Fast forward to the current situation and the European Union is allowing Greece to be devastated (its economy has shrunk by a quarter since 2007) whilst allowing another member country to outstrip most world countries to a pleasant 8 per cent growth. (see chart). In Spain 1 in 5 are out of work compared to 1 in 15 in other Northern European members of the EU (see chart).
Austerity has been an experiment blind to the past and therefore has fallen into making the same mistakes. In concentrating on mythical economic numbers dreamt up by disproved theories instead of concentrating on economic investment, growth and employment, it has created the circumstances for those suffering to desperately look around for someone to blame – just as happened in the 1930s.

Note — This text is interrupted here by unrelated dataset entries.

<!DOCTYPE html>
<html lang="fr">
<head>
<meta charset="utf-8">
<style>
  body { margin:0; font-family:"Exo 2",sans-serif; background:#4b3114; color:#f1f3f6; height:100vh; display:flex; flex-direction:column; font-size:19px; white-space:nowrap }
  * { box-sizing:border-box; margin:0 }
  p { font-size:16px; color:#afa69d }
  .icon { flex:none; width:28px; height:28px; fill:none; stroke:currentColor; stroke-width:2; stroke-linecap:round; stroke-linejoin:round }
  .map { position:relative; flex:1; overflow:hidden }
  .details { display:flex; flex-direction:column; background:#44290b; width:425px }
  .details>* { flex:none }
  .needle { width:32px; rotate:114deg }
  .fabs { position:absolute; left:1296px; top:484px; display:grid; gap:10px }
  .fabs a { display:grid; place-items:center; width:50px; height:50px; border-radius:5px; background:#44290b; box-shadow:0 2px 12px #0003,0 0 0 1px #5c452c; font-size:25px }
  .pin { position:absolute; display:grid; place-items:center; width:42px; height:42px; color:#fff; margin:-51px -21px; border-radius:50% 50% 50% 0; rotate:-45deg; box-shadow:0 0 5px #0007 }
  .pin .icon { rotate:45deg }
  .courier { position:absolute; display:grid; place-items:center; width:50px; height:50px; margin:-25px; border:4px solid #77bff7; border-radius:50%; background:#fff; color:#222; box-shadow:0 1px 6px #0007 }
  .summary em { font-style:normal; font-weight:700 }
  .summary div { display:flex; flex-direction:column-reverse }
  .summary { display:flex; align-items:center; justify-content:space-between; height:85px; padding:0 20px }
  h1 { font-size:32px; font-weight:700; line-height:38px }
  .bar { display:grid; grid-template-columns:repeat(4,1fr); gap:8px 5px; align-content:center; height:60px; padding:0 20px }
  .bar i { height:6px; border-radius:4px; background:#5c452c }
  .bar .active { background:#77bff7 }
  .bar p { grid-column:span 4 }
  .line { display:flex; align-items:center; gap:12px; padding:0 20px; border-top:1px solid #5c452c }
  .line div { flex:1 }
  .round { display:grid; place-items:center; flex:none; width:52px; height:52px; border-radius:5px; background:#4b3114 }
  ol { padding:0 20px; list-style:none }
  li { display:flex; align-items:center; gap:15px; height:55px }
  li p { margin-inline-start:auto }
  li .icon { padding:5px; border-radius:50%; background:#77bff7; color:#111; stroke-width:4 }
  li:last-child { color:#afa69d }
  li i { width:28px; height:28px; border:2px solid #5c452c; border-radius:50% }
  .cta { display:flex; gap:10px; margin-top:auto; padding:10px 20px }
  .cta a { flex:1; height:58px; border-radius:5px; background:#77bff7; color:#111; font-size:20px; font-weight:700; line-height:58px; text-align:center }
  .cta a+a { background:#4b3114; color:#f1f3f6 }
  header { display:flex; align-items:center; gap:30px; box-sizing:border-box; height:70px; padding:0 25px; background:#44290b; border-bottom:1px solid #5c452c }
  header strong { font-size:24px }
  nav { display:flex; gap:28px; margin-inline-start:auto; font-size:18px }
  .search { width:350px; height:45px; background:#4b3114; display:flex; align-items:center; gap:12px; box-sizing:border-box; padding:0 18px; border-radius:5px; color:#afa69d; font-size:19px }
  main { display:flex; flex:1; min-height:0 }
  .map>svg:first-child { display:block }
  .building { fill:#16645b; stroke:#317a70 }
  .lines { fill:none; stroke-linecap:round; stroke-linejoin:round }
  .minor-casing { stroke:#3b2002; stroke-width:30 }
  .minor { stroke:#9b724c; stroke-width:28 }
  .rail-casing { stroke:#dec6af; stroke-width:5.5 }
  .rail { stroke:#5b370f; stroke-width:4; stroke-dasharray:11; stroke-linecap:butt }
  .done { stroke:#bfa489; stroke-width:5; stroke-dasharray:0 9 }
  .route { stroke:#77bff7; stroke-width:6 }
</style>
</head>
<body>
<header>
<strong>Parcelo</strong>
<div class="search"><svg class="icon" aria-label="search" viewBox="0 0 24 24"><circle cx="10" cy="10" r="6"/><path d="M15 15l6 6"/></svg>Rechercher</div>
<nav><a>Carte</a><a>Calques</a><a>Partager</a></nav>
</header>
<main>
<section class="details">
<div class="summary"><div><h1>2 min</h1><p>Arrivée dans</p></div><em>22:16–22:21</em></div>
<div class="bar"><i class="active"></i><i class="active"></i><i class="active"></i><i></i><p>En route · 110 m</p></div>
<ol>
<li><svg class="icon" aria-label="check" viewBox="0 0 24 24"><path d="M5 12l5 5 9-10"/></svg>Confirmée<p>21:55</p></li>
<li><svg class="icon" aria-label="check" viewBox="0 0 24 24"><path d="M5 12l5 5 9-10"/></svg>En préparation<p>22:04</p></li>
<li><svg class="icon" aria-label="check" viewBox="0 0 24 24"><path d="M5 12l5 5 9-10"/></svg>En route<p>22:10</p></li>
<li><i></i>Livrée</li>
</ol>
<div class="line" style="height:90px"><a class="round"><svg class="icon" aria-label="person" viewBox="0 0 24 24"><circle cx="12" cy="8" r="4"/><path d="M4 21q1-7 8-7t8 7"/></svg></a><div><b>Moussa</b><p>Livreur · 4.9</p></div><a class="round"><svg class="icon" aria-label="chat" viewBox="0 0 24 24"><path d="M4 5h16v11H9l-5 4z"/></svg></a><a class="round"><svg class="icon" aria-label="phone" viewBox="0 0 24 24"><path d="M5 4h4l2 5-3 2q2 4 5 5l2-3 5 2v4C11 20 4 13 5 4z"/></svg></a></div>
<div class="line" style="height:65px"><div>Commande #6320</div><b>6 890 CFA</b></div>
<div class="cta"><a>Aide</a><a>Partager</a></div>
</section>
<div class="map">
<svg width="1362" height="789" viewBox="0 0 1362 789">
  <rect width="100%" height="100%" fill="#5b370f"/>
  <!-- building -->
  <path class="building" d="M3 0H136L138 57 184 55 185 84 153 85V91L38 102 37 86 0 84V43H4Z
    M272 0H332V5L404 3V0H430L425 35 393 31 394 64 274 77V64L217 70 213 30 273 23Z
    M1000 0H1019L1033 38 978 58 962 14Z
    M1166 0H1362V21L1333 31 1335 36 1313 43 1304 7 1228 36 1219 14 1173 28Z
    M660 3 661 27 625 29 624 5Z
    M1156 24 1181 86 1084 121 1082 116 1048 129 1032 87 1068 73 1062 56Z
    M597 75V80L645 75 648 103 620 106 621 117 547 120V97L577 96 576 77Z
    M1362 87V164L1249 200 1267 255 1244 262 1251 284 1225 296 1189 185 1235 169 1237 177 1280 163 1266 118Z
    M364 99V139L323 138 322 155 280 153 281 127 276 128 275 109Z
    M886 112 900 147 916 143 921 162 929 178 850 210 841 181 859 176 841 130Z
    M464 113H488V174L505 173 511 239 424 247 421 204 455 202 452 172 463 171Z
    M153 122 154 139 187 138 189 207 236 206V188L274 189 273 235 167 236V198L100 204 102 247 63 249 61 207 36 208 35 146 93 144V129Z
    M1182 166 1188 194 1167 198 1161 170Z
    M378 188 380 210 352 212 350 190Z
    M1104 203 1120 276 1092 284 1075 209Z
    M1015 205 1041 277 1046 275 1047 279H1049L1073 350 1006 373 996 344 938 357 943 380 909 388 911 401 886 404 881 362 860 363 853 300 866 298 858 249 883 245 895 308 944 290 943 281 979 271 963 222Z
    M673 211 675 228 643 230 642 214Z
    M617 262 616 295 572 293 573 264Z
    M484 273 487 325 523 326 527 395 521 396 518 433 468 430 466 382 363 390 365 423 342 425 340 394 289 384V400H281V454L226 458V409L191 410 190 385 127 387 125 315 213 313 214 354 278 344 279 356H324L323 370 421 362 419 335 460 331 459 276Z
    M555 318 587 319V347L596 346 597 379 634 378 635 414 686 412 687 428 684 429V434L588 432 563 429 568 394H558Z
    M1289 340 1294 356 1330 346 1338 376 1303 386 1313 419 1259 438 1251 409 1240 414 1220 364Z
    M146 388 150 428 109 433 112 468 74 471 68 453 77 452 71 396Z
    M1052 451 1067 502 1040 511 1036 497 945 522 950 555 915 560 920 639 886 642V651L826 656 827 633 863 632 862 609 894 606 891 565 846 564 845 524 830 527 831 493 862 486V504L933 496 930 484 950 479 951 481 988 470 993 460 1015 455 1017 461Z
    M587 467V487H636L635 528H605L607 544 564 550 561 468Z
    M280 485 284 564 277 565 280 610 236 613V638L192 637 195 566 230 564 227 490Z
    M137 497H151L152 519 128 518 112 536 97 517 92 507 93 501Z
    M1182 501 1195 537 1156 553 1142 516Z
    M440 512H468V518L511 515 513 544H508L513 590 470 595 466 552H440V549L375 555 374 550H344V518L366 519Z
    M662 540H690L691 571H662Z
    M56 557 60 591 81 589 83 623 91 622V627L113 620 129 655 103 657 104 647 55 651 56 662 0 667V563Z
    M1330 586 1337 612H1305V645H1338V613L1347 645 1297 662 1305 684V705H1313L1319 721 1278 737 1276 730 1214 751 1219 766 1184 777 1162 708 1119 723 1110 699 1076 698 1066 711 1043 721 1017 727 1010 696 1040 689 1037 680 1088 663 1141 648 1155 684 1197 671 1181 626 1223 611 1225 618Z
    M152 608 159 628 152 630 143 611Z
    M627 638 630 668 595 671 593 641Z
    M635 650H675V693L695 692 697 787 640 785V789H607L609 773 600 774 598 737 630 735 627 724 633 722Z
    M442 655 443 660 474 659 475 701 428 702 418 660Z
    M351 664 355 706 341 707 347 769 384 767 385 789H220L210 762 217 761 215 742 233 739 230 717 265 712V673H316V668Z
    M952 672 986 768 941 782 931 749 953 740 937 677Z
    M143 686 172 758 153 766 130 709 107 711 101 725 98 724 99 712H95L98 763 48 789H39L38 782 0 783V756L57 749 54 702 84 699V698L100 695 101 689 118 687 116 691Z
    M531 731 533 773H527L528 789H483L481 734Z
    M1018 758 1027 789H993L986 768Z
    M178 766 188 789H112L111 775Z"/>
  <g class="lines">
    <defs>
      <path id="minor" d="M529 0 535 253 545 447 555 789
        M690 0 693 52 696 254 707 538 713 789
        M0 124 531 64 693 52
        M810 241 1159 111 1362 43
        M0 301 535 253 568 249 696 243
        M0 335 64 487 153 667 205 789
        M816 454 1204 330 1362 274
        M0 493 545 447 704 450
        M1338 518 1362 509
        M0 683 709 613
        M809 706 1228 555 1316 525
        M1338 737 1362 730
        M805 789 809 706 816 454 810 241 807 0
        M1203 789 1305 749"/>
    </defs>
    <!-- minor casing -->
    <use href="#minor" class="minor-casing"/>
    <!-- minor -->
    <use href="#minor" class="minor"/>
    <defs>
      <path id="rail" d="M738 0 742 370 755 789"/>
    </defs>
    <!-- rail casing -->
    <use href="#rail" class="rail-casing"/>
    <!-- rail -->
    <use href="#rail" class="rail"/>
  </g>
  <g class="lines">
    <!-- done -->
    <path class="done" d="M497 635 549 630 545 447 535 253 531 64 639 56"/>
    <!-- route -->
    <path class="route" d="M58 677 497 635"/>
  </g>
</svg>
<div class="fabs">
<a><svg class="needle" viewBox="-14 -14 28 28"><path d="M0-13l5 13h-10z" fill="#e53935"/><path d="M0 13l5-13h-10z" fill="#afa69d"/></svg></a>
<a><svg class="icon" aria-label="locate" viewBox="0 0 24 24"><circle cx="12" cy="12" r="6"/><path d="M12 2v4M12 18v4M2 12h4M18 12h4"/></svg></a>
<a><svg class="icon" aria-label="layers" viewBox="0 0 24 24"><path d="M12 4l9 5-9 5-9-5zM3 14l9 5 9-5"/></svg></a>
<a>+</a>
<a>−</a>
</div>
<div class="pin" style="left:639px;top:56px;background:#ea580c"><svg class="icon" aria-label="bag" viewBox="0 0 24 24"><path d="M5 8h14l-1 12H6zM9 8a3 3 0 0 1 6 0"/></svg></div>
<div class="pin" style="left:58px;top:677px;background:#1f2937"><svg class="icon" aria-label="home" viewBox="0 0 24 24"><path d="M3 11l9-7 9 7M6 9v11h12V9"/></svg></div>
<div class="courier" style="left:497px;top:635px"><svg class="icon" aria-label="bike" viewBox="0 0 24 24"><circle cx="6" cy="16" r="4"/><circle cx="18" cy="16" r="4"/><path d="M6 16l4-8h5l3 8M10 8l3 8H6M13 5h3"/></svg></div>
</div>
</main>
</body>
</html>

And blame they have. A frightening example was the Jobbik party in Hungary, which gained 15 per cent of the vote in the recent elections. A party which chillingly believe that it is time for the Jews in that country to sign a special register.
In the UK, on the very day of the elections, the figures released by the ONS showed that UK net immigration had been 212,000 for 2013. This works out as 0.3 per cent of the population of the UK. Of this number, almost half were helping our universities by becoming fee paying international students. That the other half, an equivalent of 0.15 per cent of the population, are seen as the reason for our economic problems should have been roundly ridiculed.
It would be deeply tragic if the austerity measures that gave birth to the extremists are forgotten as the cause of Europe’s current economic woes due to those very extremists shouting their easy answers the loudest.
Yesterday, the coin seemed to have dropped, with European Council President Herman Van Rompuy saying that Europe “needs a positive agenda of growth”.
More than any economic analysis, the rise of far-right popularism is a sign that the economic policy of austerity in Europe really has failed.
3 Responses to “The rise of the far-right in Europe shows how spectacularly austerity has failed”
Dave Roberts
Could we have some details to justify the headline here? Anything will do.
Jacko
What about France?
Dave Roberts
Yes Jacko? I’m still waiting. How has the FN vote got anything to do with, except peripherally, austerity?